**Available records:**
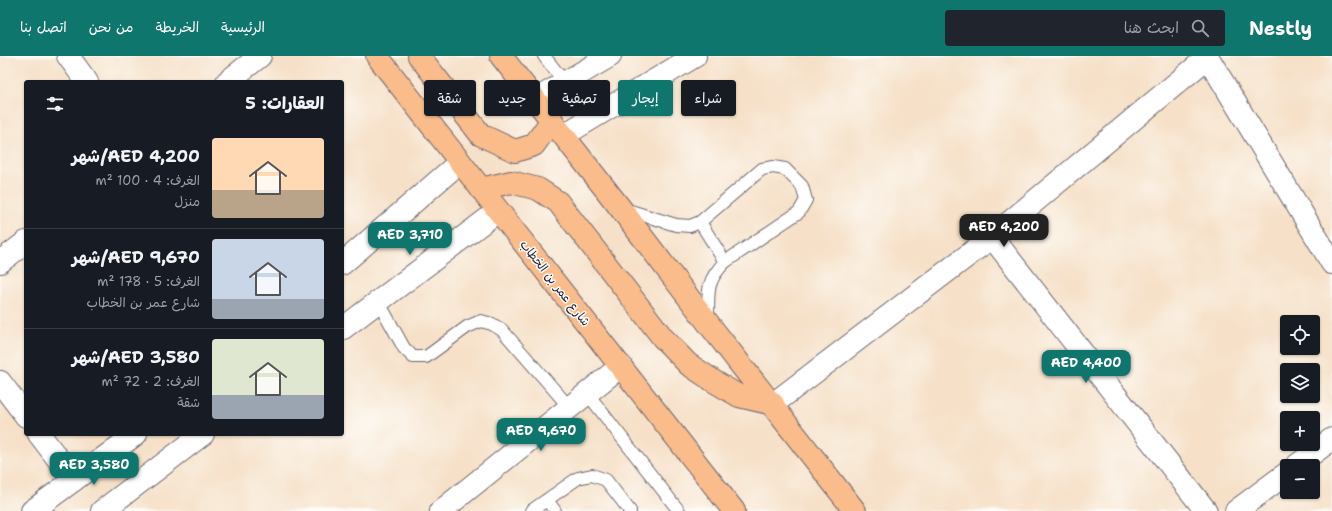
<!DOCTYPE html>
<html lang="ar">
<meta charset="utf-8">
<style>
:root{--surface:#171b24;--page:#20242c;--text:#f1f3f6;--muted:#9ea1a6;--line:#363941;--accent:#0f766e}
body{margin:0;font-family:"Shantell Sans","Playpen Sans Arabic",sans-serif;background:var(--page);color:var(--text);direction:rtl;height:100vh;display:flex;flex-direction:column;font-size:15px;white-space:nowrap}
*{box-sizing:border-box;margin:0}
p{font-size:13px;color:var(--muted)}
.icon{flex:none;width:22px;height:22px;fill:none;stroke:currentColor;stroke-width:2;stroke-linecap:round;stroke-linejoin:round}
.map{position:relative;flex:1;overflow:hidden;direction:ltr}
.side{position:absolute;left:24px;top:24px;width:320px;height:356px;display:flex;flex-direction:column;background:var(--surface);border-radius:4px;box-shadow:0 1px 3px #0004;direction:rtl}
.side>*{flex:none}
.top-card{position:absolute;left:356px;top:24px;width:380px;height:36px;direction:rtl;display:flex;gap:8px}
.tools{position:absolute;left:1280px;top:259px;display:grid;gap:8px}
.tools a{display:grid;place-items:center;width:40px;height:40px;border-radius:4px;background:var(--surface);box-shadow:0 1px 3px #0004;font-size:20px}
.price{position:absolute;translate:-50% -34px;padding:0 9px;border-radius:8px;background:var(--accent);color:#fff;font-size:13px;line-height:26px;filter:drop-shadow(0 1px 2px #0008)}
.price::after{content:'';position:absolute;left:50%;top:24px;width:12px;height:9px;margin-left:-6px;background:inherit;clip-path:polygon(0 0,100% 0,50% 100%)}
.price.selected{background:#222;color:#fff}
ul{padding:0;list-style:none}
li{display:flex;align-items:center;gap:12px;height:100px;padding:0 20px}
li+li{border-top:1px solid var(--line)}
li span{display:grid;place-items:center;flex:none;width:112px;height:80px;border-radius:4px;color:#555}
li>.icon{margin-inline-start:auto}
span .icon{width:48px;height:48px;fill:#fffc;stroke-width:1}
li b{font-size:17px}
h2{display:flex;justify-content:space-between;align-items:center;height:48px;padding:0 20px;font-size:17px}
.chip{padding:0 14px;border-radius:4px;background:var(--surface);box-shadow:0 1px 3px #0004;font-size:14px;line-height:36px}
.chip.selected{background:var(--accent);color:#fff}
header{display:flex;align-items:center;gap:24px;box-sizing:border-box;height:56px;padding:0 20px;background:var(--accent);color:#fff}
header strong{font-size:19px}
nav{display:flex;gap:22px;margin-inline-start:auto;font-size:14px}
.search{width:280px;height:36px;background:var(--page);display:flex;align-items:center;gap:10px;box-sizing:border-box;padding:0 14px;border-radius:4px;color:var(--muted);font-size:15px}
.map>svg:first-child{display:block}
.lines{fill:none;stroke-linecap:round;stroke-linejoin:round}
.lane-casing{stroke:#6c646c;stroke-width:14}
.street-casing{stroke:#6c646c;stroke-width:24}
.primary-casing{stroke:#6c646c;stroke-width:24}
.lane{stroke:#fff;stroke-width:12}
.street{stroke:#fff;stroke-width:22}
.primary{stroke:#f9bc8a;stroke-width:22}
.labels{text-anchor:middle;stroke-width:3;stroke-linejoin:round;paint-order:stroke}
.street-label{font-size:12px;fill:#22223b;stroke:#fdfcf7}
</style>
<header>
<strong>Nestly</strong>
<div class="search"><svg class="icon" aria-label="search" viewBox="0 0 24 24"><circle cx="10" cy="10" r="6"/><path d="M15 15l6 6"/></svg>ابحث هنا</div>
<nav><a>الرئيسية</a><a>الخريطة</a><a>من نحن</a><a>اتصل بنا</a></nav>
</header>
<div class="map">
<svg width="1332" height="455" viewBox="0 0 1332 455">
<rect width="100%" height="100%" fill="#fdfcf7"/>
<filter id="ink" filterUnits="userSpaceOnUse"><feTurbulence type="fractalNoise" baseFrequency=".025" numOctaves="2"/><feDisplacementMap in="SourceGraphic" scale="8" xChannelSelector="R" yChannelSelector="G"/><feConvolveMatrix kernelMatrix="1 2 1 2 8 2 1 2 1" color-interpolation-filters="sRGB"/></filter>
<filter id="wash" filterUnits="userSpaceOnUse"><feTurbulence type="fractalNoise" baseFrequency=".012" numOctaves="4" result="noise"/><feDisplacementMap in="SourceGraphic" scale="16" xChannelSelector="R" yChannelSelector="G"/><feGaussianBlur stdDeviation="0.9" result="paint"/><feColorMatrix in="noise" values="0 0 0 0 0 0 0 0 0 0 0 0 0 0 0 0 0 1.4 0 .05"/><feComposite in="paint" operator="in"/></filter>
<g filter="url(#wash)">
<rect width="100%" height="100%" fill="#f6e0c7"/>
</g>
<g filter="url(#ink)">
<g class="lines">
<defs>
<g id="lane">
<polyline points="544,0 565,27"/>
<path d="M624 153 676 169 690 170 700 166 762 113 773 111 785 113 802 130 806 144 799 156 725 206C704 227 709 238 708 266"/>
<polyline points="700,166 725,206"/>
<polyline points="378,245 404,292 413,301 426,301 467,271 481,265 492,268 502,274 570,352"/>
<polyline points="587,337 679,455"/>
<polyline points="547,444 555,455"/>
<polyline points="531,455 578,422 592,419 606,424 630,455"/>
</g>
<g id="street">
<polyline points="68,0 87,26"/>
<polyline points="1207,0 1332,207"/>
<polyline points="227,26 260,0"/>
<polyline points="535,44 610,0"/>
<polyline points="564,79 695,0"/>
<polyline points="992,181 1206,455"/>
<polyline points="0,206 26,186"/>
<polyline points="342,208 460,106"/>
<polyline points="342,273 498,155"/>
<polyline points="0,326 26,360"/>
<polyline points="773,348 992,181 1208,1"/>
<polyline points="39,378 74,424"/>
<polyline points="1296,410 1332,383"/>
<polyline points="32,455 136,378"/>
<polyline points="102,455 203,378"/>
<polyline points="441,455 621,310"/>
<polyline points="1236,455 1287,417"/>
</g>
<g id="primary">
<polyline points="377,0 734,455"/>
<polyline points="419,0 481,79 515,95 534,89 552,64"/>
<polyline points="501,0 621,153 708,267 855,455"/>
<polyline points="481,133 511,126 538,133 558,146 663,282 688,308 715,326 739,340 773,348"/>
</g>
</defs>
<!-- lane casing -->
<use href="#lane" class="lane-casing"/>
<!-- street casing -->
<use href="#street" class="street-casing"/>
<!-- primary casing -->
<use href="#primary" class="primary-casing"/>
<!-- lane -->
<use href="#lane" class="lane"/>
<!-- street -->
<use href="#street" class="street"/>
<!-- primary -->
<use href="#primary" class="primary"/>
</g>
</g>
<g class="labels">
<!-- street labels -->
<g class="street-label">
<text transform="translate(555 227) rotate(52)" y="4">شارع عمر بن الخطاب</text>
</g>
</g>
</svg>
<div class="tools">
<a><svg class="icon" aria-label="locate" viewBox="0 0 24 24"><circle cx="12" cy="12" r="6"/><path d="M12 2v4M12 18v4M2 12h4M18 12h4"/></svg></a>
<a><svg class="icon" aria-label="layers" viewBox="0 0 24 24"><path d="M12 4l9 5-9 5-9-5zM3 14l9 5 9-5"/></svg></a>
<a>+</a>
<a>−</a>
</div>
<b class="price selected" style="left:1004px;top:192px">AED 4,200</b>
<b class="price" style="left:410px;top:200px">AED 3,710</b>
<b class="price" style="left:1086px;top:328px">AED 4,400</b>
<b class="price" style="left:541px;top:396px">AED 9,670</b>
<b class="price" style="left:94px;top:430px">AED 3,580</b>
<div class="top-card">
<a class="chip">شراء</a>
<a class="chip selected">إيجار</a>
<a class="chip">تصفية</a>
<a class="chip">جديد</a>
<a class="chip">شقة</a>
</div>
<section class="side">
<h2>العقارات: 5<svg class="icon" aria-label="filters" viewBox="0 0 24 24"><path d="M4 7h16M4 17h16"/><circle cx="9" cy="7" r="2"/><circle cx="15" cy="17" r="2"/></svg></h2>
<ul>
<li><span style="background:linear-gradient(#ffd9b3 65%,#b9a48a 0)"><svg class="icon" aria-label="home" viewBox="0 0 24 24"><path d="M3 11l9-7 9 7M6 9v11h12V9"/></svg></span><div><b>AED 4,200/شهر</b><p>الغرف: 4 · 100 m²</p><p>منزل</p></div></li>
<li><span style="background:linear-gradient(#c9d6e8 75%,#9aa5b1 0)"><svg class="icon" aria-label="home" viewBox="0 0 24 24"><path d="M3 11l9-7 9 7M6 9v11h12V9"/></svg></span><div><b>AED 9,670/شهر</b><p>الغرف: 5 · 178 m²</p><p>شارع عمر بن الخطاب</p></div></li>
<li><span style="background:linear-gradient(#dfe7d0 70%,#9aa5b1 0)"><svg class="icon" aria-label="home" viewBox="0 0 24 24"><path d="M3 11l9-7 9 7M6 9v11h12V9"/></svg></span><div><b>AED 3,580/شهر</b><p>الغرف: 2 · 72 m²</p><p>شقة</p></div></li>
</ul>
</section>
</div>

**Brief:**
Only the number is needed: count the lines of the material that include "paint".

**Response box:**
2